This gem of a place was once the whisky capital of the world, with more than 30 distilleries producing whisky on the Kintyre peninsula. The outlook was bleak for the place until not too long ago, with only Springbank remaining operational. Fortunately, the Loch Lomond Group brought Glen Scotia back to life and the Mitchell’s of Springbank resurrected Glengyle distillery, regaining Campbeltown its designation as Scotland’s fifth whisky region.
Glen Scotia’s revival has been invigorating – both for the region and for my collection! The core range has expanded from a 15-year-old, Double Cask and Victoriana, to include a new 18-year-old and 25-year-old, and limited editions are emerging all the time to satisfy thirsty whisky-lovers! The latest limited edition has been released in honour of the Campbeltown Malts Festival 2018 (an event that is only in its fifth year) and it is something special.

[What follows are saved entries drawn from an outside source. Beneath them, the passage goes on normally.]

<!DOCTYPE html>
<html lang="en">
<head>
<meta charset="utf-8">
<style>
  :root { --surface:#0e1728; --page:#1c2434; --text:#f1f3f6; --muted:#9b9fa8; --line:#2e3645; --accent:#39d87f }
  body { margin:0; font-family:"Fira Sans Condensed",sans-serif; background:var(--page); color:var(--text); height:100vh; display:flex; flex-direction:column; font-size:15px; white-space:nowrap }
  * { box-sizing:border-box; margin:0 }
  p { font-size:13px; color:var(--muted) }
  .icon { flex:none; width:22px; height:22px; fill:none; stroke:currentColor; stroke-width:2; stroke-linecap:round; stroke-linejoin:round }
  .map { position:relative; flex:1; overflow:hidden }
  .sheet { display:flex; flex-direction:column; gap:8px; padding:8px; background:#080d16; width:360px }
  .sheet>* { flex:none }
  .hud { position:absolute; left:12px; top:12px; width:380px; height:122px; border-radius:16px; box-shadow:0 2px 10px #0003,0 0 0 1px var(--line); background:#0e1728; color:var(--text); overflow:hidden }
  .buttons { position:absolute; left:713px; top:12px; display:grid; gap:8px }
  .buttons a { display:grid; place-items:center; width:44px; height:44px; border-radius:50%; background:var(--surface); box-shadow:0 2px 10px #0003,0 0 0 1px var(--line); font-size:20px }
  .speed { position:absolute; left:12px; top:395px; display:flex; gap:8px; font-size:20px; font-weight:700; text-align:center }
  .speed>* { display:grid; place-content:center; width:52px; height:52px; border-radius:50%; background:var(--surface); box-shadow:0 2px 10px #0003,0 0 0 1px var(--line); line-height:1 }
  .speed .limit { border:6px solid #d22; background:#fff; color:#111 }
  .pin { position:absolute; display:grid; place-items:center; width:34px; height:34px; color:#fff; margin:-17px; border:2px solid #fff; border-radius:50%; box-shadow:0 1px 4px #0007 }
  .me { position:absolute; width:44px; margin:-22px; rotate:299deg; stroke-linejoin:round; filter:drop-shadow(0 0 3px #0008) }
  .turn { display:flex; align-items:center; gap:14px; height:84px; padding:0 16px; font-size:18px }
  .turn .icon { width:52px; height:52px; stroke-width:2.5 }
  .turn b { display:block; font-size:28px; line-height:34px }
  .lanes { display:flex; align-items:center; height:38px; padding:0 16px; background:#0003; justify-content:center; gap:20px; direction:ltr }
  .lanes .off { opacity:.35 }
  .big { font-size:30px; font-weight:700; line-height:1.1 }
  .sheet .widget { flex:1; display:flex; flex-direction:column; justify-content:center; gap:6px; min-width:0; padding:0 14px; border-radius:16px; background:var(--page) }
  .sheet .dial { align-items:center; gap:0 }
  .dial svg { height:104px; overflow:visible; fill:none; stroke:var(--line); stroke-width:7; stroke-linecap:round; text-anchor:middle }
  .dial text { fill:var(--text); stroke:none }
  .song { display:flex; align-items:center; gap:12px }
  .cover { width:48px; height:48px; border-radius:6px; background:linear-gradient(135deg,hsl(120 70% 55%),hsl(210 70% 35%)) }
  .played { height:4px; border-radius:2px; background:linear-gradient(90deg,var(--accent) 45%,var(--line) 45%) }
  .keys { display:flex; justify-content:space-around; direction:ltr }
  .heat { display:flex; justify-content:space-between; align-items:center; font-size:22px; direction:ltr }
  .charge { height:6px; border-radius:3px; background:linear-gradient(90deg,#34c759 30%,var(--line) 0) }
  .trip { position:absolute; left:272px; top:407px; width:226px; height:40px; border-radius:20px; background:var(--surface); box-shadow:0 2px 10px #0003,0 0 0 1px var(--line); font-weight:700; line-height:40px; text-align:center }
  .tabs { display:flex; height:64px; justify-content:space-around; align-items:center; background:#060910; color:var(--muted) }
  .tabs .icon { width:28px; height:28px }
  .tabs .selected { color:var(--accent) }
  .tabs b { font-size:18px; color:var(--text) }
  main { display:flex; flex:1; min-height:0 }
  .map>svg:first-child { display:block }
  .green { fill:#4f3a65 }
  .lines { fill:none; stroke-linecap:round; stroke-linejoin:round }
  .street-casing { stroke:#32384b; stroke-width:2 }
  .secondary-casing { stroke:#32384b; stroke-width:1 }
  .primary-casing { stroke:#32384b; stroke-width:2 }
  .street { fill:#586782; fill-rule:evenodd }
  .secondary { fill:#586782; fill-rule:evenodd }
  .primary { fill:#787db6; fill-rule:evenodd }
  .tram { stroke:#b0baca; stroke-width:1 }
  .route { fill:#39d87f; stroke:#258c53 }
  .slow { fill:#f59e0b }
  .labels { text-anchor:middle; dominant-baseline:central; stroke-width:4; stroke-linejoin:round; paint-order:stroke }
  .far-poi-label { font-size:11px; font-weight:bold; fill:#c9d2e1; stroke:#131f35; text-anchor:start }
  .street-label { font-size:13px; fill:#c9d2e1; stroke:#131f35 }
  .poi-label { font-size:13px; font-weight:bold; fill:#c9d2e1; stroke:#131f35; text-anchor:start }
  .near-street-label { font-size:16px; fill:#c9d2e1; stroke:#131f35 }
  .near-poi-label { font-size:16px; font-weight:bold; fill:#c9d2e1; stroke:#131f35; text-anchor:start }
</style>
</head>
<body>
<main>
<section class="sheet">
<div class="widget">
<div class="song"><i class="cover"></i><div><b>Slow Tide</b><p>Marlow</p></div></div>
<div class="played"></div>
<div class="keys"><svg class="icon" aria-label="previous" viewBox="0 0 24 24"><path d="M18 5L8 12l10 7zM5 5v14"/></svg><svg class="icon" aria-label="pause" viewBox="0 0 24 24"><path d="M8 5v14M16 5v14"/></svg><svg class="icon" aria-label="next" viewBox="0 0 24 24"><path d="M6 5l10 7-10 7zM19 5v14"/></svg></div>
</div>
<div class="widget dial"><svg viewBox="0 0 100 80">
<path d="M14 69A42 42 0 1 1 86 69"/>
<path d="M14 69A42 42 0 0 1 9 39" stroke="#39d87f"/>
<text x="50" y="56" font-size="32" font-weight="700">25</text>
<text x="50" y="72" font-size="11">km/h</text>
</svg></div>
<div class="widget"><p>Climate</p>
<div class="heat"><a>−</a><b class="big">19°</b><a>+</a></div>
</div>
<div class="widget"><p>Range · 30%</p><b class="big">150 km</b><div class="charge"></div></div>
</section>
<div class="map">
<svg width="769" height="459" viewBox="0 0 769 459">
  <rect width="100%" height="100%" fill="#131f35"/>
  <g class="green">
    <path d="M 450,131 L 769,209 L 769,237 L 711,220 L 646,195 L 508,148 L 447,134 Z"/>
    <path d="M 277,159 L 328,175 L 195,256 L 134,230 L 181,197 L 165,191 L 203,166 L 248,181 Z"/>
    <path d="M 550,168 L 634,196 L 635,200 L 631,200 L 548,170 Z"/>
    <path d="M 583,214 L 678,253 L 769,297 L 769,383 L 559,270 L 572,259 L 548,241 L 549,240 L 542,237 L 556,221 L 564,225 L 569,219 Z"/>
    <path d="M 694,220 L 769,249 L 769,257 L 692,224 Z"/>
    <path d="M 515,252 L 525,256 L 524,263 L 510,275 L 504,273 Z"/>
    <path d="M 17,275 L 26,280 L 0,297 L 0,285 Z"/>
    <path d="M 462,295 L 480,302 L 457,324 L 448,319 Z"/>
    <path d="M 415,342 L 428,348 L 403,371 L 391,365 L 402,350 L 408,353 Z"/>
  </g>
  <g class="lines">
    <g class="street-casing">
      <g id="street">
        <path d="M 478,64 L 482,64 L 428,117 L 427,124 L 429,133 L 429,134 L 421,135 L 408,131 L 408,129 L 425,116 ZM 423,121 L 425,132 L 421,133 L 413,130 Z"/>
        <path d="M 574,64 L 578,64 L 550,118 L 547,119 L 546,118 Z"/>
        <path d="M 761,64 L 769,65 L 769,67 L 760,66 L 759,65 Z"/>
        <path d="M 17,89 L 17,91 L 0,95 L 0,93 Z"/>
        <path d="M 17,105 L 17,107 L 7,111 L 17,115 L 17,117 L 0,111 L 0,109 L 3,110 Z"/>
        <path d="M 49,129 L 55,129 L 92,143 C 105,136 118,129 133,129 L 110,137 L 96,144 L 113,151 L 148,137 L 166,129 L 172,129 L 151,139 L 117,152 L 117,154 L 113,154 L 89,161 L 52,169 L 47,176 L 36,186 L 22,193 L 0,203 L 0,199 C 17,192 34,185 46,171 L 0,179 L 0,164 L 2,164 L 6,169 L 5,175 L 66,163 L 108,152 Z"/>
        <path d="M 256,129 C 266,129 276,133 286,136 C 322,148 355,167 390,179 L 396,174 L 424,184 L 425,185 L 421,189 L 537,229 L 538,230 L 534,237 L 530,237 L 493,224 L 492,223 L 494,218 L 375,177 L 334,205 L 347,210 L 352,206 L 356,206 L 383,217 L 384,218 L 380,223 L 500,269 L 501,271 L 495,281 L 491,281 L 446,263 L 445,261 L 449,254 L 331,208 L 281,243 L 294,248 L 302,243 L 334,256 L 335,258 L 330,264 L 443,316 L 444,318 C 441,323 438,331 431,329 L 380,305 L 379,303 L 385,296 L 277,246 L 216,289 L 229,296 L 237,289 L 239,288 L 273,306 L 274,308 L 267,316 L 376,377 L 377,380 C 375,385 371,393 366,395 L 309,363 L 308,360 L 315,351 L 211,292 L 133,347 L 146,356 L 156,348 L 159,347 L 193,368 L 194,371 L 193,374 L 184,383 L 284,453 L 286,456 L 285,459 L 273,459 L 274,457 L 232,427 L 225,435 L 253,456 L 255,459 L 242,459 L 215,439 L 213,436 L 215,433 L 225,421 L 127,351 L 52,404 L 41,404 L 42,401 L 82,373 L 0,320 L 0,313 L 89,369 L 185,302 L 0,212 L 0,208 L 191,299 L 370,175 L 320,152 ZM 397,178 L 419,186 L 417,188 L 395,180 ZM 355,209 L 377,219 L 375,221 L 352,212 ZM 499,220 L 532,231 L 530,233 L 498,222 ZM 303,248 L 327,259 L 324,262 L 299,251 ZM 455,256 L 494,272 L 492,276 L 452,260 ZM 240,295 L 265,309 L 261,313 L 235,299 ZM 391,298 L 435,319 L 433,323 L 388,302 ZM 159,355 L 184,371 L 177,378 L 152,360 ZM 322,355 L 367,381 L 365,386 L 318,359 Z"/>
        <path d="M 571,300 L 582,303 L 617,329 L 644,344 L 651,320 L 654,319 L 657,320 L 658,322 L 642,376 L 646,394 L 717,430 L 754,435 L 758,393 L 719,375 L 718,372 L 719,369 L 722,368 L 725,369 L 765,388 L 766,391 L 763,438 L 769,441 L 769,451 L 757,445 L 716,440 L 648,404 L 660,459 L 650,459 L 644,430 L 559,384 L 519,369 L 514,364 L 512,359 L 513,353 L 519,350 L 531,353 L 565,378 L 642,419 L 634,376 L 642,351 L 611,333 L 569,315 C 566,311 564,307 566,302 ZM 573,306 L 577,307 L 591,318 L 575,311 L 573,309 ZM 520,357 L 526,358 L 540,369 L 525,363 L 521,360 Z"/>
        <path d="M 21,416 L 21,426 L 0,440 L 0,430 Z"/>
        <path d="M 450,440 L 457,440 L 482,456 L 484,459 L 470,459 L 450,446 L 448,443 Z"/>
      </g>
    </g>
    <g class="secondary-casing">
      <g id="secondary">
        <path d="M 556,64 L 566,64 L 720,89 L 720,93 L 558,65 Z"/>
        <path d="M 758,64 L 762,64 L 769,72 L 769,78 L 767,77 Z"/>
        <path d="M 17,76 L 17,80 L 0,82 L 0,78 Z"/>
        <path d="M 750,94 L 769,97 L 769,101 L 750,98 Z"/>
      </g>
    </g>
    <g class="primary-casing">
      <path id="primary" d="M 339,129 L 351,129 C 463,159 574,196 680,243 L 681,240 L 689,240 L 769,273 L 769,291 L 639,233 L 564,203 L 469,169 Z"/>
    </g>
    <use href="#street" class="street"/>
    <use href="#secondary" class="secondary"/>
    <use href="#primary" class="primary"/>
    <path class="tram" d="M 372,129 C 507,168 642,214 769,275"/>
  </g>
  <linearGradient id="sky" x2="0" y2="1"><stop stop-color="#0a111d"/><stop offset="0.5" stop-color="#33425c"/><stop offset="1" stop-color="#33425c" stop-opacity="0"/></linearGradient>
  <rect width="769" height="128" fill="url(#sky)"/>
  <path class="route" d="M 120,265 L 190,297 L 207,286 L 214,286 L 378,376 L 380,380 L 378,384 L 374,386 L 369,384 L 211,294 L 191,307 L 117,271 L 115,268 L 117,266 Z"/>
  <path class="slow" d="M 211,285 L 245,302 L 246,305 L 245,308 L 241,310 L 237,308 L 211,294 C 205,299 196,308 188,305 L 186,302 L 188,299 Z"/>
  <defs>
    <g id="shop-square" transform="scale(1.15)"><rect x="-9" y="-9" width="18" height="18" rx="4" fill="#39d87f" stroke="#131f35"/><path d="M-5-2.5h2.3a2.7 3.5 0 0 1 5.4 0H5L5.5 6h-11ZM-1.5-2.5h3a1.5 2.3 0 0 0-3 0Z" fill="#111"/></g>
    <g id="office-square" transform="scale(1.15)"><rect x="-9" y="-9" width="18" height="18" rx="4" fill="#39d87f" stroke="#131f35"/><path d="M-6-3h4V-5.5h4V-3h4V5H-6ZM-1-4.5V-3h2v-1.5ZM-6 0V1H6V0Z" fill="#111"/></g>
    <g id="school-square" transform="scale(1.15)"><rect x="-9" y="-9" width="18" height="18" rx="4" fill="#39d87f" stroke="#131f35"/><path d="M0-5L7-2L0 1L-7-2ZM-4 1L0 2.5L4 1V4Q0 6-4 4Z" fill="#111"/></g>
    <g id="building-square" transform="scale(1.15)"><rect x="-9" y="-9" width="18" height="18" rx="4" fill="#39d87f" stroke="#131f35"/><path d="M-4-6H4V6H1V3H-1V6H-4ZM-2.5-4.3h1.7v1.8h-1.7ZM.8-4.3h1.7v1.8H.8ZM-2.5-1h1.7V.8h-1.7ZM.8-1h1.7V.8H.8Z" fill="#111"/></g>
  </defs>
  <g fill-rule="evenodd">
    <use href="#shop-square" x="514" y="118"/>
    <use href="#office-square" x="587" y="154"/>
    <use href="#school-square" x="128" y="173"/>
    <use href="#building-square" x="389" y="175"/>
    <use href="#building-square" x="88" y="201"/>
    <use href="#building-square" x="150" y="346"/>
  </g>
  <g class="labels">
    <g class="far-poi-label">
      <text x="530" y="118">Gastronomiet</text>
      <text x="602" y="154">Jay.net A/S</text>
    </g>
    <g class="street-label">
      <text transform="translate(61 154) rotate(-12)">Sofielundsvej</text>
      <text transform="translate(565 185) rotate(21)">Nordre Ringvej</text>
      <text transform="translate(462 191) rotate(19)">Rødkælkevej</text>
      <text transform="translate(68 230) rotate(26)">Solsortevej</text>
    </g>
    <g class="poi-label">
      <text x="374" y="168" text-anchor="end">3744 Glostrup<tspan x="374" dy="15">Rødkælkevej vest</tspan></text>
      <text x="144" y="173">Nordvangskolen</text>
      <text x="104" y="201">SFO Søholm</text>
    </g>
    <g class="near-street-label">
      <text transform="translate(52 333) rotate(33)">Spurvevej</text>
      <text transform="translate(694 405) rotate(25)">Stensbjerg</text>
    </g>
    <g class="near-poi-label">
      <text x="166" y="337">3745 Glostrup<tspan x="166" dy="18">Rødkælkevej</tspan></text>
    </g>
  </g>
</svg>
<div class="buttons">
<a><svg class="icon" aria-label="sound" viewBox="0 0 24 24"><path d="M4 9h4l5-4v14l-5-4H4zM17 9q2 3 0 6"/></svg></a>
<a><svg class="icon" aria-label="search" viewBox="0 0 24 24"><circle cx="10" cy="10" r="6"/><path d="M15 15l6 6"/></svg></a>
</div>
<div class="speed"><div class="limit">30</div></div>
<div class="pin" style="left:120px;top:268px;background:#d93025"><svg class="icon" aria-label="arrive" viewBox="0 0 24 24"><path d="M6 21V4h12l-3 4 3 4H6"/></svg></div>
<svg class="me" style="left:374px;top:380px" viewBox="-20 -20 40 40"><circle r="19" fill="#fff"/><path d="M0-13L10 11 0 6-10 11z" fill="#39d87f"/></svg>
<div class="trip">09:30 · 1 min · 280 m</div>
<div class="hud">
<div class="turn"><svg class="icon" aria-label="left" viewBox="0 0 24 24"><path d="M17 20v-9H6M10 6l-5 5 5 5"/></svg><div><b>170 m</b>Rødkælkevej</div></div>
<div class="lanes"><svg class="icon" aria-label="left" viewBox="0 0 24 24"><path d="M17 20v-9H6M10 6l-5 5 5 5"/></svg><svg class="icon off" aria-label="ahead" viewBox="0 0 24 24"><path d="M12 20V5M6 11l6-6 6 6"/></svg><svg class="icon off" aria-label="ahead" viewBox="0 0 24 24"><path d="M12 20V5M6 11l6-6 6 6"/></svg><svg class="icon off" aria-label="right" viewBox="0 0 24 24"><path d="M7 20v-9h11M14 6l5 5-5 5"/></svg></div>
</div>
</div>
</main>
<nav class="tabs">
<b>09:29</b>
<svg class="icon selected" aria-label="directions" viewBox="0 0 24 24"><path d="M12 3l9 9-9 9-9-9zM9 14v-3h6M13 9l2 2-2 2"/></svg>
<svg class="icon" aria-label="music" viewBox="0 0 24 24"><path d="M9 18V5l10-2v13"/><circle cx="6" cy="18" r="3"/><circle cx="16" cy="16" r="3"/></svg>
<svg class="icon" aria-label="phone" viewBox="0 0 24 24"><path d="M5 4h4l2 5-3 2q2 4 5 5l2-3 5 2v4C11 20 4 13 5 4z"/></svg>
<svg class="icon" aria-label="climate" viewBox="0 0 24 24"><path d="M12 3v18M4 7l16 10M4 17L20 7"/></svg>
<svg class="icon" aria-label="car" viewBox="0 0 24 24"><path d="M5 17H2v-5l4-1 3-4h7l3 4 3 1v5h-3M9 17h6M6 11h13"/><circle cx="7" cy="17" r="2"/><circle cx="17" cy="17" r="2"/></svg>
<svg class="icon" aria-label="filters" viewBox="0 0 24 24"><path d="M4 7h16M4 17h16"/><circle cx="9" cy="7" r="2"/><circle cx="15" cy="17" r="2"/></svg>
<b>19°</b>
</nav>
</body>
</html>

Distilled in 2008 from peated barley and aged for ten years, including sixth months finishing in ruby port pipes from Portugal’s Douro Valley (a combination I’ve been an enthusiastic advocate for before!), this delightful Campbeltown malt is sweet and salty with rich red fruits and a spicy smokiness. It’s bottled at cask strength, and it’s a testament to the resilience and creativity of this region, celebrated in this year’s festival – long may it continue!